We start with presenting the idea of the ABNNR work~\cite{ABNNR}, which takes a `good' code over alphabet $\mathbb{F}_2$ and builds an `excellent' code over $\mathbb{F}^d_2$. Consider a bipartite $d$-regular graph $H$ with $n$ nodes on each side that is a $(\gamma, \delta)$-expander \footnote{Recall from the previous lectures that $H$ is a $(\gamma, \delta)$-expander if for each set $S$ of nodes on the left such that $|S| \leq \delta n$, we have $|\Gamma(S)|\geq \delta |S|$, where $\Gamma(S)$ denotes the set of nodes on the right side that have at least one neighbor in $S$.}. Let $C \in \mathbb{F}_2^n$ be a code with distance at least $\delta' n$. For each codeword $c \in C$, we get a codeword $c' \in C_{new}$, as follows: label the $n$ nodes on the left side of $H$ with the bits of the codeword $c$. Then, for each node $v$ on the right side of $H$, label $v$ with the binary string of length $d$ that is made of the labels of the $d$ neighbors of $v$ (ordered consistent with the ordering of nodes of the left side). The codeword $c' \in C_{new}$ consists of the labels of the nodes of the right side, which are $n$ symbols in $\mathbb{F}_{2}^d$. See Figure \ref{fig:ExpanderCode} for an illustration.
\begin{figure}[t]
\centering
\includegraphics[width=9cm]{ExpanderCode.eps}
\label{fig:ExpanderCode}
\caption{Creating a codeword $c' \in C_{new}$ from codeword $c\in C$}
\end{figure}
\begin{theorem} If $C$ is a $[n,k, \delta'n]_2$ code and $H$ is a bipartite $d$-regular $(\gamma, \delta)$-expander graph with $n$ nodes on each side such that $\delta \geq \delta'$, then the new code $C_{new}$ derived as above is a $\{n, \frac{k}{d}, \gamma\delta'n\}_{2^{d}}$ code.
\end{theorem}
\begin{proof}It is easy to check that $C_{new}$ is an additive code. For the dimension, note that $C_{new}$ has $2^k$ codewords, one for each codeword of $C$. These codewords correspond to $2^k=(2^{d})^{\frac{k}{d}}$ messages in alphabet $\mathbb{F}_{2}^{d}$, which can be each expressed via $\frac{k}{d}$ symbols in this alphabet.

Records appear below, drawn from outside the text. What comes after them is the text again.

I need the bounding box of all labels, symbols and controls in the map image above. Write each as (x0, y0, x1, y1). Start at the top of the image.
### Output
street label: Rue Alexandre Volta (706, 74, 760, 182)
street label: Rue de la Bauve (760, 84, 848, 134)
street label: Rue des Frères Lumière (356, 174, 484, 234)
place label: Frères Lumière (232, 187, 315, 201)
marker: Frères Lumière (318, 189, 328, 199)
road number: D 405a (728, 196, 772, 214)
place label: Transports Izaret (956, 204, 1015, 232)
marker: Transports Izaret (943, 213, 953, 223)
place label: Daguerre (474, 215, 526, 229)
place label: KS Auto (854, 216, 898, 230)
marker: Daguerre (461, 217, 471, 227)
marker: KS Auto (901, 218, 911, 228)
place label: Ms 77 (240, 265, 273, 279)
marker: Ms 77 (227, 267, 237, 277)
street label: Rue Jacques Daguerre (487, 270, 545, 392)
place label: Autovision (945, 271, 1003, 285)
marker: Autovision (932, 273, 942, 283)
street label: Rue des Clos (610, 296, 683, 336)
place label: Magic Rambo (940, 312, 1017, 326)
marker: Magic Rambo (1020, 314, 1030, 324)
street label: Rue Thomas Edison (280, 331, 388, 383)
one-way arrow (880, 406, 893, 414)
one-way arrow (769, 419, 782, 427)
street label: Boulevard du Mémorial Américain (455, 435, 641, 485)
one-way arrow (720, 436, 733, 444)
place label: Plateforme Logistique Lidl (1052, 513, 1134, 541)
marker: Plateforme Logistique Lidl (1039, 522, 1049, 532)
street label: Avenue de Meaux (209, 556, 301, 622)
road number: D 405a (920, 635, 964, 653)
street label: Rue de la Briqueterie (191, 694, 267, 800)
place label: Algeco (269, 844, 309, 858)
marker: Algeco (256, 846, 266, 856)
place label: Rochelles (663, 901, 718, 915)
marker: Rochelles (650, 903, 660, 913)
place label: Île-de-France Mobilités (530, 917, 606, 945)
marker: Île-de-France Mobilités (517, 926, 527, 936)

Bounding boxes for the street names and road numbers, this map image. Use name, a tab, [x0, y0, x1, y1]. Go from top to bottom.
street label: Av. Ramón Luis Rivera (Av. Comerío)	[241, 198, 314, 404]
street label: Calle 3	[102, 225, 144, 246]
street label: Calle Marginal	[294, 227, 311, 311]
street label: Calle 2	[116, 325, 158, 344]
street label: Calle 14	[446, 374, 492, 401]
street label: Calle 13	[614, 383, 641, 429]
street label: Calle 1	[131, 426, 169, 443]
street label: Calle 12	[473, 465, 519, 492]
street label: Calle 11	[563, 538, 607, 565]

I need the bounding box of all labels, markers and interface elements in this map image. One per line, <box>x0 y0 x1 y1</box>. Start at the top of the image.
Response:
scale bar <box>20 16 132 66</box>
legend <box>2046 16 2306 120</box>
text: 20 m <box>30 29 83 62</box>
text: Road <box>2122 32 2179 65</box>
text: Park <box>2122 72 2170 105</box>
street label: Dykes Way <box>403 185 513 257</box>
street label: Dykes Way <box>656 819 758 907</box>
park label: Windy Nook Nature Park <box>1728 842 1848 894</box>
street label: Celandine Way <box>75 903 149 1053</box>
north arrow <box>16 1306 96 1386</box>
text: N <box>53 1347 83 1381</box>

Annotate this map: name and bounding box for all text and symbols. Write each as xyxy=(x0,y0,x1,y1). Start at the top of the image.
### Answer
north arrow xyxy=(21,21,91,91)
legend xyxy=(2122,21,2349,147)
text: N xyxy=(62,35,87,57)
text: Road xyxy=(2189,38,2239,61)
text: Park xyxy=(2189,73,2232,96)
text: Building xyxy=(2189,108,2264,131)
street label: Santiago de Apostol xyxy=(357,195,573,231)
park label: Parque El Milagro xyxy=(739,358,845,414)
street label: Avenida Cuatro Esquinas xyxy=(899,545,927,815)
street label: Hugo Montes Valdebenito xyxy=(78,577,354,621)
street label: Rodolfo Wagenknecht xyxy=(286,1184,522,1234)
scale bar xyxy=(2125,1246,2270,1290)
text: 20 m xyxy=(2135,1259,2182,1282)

Thus the dimension of the new code is $\frac{k}{d}$.
For the distance, note that each nonzero codeword $c$ of $C$ produces a codeword of $C_{new}$ with at least $\gamma \delta'$ nonzero symbols\footnote{Here, the latter nonzero is with respect to $F_{2}^{d}$ and means an element of $\mathbb{F}_2^{d}$ that is not equal to $\underbrace{(0 , 0, \dots, 0)}_{d \; times}$.}. This is because, let $S$ be a set of $\delta'$ nonzero elements of $c$ (exists because $C$ has distance $\delta'n$). Then the labels of all nodes in $\Gamma(S)$ are non-zero, and we know that since $|S| = \delta' n \leq \delta n$ and $H$ is a $(\gamma, \delta)$-expander, $|\Gamma(S)| \geq \gamma \delta'$.
\end{proof}
If we choose a `good' expander $H$, then $\gamma$ would be close to $d$ which means that in $C_{new}$, we have increased the distance by (almost) a factor of $d$, when compared to $C$. This however comes at the cost of decreasing the rate by a factor of $d$ and increasing the alphabet size exponentially to $2^d$.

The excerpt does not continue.